(Task material begins)

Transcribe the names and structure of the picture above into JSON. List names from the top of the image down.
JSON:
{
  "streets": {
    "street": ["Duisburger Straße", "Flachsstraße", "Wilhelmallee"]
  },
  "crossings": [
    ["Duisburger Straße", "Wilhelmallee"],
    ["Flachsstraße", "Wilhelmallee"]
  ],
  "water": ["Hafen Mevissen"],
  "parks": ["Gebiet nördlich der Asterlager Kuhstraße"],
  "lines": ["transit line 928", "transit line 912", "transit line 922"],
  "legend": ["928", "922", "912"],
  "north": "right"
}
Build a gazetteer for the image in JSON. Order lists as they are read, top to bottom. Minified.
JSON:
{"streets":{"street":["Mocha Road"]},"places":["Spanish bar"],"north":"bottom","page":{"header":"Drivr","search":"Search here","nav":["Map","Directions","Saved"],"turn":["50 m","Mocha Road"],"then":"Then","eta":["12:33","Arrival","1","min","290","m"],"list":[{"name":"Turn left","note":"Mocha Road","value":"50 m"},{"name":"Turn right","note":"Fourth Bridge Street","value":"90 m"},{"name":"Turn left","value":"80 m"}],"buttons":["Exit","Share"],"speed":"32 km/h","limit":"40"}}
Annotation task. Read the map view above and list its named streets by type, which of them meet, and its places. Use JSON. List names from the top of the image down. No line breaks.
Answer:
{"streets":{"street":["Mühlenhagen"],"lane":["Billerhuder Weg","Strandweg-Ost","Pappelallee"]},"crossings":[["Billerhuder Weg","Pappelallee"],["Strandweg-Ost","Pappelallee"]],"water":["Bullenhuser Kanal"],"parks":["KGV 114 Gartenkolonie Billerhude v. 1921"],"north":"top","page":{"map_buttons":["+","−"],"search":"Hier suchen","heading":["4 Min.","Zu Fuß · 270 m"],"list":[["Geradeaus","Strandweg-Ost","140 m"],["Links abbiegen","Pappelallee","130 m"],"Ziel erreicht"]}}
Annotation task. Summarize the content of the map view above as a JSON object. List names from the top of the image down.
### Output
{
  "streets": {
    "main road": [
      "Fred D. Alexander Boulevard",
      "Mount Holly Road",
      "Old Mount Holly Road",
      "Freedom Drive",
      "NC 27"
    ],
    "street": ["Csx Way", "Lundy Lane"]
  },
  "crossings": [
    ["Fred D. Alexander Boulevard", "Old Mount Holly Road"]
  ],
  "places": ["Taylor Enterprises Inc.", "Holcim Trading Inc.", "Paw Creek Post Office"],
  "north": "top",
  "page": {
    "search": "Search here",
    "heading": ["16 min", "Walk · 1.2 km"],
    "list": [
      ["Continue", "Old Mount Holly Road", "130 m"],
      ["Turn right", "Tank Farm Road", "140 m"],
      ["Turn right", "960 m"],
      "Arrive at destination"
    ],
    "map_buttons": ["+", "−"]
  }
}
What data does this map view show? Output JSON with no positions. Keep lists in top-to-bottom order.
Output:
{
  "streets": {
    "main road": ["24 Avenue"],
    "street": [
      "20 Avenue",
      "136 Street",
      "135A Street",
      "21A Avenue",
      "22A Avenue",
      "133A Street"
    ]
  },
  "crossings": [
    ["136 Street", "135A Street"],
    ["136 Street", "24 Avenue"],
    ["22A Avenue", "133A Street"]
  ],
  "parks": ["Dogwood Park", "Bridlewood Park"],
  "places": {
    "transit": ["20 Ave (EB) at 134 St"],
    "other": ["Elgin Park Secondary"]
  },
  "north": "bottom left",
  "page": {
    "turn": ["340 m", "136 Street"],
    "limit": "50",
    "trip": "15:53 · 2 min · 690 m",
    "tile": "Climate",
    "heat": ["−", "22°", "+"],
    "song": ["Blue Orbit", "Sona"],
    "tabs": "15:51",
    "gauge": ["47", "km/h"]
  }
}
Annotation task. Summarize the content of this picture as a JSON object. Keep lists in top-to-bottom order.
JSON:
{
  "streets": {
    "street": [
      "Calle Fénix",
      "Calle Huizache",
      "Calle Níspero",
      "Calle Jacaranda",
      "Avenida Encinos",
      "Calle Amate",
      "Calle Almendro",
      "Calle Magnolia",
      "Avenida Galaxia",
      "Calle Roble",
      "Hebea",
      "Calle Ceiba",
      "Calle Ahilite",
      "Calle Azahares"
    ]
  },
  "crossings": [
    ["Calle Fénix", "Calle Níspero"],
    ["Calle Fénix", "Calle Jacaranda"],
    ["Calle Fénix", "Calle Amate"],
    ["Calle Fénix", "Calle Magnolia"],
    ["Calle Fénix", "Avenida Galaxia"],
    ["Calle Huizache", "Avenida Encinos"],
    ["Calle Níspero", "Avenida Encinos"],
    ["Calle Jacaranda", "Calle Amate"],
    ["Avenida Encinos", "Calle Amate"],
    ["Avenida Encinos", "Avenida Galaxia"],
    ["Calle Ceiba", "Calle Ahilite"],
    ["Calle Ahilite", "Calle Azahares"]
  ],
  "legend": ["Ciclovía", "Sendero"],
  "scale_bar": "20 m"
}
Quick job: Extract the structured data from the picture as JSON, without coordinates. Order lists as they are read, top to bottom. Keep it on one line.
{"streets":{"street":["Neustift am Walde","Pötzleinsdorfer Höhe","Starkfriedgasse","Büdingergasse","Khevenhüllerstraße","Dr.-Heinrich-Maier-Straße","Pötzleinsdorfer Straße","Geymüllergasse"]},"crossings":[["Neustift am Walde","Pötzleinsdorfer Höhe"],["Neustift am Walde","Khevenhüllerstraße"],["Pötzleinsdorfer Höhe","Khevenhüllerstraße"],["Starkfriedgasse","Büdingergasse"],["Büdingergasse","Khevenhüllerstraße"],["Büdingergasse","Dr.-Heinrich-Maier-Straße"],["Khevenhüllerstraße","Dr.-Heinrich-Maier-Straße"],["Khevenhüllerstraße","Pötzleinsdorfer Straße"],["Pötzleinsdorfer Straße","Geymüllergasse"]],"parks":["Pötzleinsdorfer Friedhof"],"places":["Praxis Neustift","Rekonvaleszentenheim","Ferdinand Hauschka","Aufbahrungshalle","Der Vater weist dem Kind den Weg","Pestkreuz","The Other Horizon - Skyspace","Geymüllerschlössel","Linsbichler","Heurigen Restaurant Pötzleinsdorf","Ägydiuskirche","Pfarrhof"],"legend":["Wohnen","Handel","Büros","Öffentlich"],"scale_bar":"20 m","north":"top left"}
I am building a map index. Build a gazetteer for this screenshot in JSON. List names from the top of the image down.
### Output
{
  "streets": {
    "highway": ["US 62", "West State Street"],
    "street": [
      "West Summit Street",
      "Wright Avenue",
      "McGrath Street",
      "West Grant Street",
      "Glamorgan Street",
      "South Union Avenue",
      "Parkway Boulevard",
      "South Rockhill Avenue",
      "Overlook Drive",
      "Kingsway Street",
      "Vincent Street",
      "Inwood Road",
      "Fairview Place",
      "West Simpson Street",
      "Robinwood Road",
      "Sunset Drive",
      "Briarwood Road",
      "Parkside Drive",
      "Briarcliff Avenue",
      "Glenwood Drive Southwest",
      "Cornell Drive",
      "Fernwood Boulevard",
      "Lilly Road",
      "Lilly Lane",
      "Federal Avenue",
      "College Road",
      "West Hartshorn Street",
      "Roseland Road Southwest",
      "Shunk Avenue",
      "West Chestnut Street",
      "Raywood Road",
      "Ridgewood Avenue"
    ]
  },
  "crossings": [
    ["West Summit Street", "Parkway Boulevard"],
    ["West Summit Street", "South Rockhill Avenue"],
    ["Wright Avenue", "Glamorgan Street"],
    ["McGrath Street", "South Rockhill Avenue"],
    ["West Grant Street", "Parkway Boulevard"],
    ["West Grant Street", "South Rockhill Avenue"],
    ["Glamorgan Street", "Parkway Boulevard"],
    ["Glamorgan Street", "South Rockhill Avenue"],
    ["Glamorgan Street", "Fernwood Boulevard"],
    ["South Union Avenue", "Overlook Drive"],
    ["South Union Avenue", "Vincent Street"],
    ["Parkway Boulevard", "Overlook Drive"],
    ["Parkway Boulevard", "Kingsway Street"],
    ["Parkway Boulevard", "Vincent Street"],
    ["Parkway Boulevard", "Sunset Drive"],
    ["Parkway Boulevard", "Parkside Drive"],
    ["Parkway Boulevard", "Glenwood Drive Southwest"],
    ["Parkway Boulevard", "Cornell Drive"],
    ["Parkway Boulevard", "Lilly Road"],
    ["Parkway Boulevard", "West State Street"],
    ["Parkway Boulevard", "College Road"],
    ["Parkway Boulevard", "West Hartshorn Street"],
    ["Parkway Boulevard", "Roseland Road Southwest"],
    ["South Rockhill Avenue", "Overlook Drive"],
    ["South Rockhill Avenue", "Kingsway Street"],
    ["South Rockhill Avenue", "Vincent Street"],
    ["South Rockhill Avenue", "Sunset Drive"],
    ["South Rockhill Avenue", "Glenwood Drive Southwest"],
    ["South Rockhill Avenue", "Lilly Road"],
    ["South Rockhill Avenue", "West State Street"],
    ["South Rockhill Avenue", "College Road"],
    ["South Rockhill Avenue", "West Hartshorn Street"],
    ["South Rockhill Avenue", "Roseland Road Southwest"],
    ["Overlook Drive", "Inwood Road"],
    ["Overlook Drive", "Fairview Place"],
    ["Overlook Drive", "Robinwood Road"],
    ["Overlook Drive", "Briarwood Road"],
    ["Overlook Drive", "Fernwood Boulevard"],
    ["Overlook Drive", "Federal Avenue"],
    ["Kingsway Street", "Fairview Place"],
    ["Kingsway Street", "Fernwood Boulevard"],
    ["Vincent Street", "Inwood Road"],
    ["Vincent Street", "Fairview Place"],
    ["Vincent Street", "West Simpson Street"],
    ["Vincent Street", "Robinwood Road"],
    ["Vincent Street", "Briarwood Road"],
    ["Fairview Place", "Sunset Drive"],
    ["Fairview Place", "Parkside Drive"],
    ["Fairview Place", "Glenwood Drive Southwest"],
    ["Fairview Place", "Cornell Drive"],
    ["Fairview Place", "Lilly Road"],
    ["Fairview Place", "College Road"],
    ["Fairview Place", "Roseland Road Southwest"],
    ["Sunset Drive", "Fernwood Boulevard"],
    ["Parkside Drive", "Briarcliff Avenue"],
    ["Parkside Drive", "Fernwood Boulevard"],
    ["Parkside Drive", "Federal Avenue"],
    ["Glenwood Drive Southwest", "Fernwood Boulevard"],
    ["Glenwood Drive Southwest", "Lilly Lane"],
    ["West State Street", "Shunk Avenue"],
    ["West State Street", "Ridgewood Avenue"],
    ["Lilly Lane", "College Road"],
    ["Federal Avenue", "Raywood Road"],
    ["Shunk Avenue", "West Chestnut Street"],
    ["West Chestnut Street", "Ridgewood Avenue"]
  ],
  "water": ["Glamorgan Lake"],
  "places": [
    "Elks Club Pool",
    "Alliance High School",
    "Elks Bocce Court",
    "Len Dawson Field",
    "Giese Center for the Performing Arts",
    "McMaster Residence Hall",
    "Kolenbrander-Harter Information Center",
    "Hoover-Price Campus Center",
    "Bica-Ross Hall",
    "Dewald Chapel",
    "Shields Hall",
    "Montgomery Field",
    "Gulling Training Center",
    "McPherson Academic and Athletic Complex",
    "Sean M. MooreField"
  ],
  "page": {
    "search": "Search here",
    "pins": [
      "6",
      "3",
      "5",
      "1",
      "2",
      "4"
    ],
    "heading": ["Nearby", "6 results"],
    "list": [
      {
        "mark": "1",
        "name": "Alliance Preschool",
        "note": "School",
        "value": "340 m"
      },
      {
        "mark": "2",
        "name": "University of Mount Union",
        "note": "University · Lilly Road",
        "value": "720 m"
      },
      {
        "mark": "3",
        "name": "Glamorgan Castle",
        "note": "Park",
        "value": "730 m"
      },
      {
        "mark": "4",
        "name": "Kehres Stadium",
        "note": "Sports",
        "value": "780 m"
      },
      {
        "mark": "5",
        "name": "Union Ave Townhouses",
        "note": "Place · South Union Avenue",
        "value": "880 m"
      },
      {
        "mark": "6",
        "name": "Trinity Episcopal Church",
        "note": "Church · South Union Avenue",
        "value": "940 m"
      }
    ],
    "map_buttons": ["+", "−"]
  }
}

(Task material ends)

Work task ->
Take the lines from the first line of the records through the line holding "Build a gazetteer for the", both included, and please reproduce them exactly with nothing added.

Solution ->
Transcribe the names and structure of the picture above into JSON. List names from the top of the image down.
JSON:
{
  "streets": {
    "street": ["Duisburger Straße", "Flachsstraße", "Wilhelmallee"]
  },
  "crossings": [
    ["Duisburger Straße", "Wilhelmallee"],
    ["Flachsstraße", "Wilhelmallee"]
  ],
  "water": ["Hafen Mevissen"],
  "parks": ["Gebiet nördlich der Asterlager Kuhstraße"],
  "lines": ["transit line 928", "transit line 912", "transit line 922"],
  "legend": ["928", "922", "912"],
  "north": "right"
}
Build a gazetteer for the image in JSON. Order lists as they are read, top to bottom. Minified.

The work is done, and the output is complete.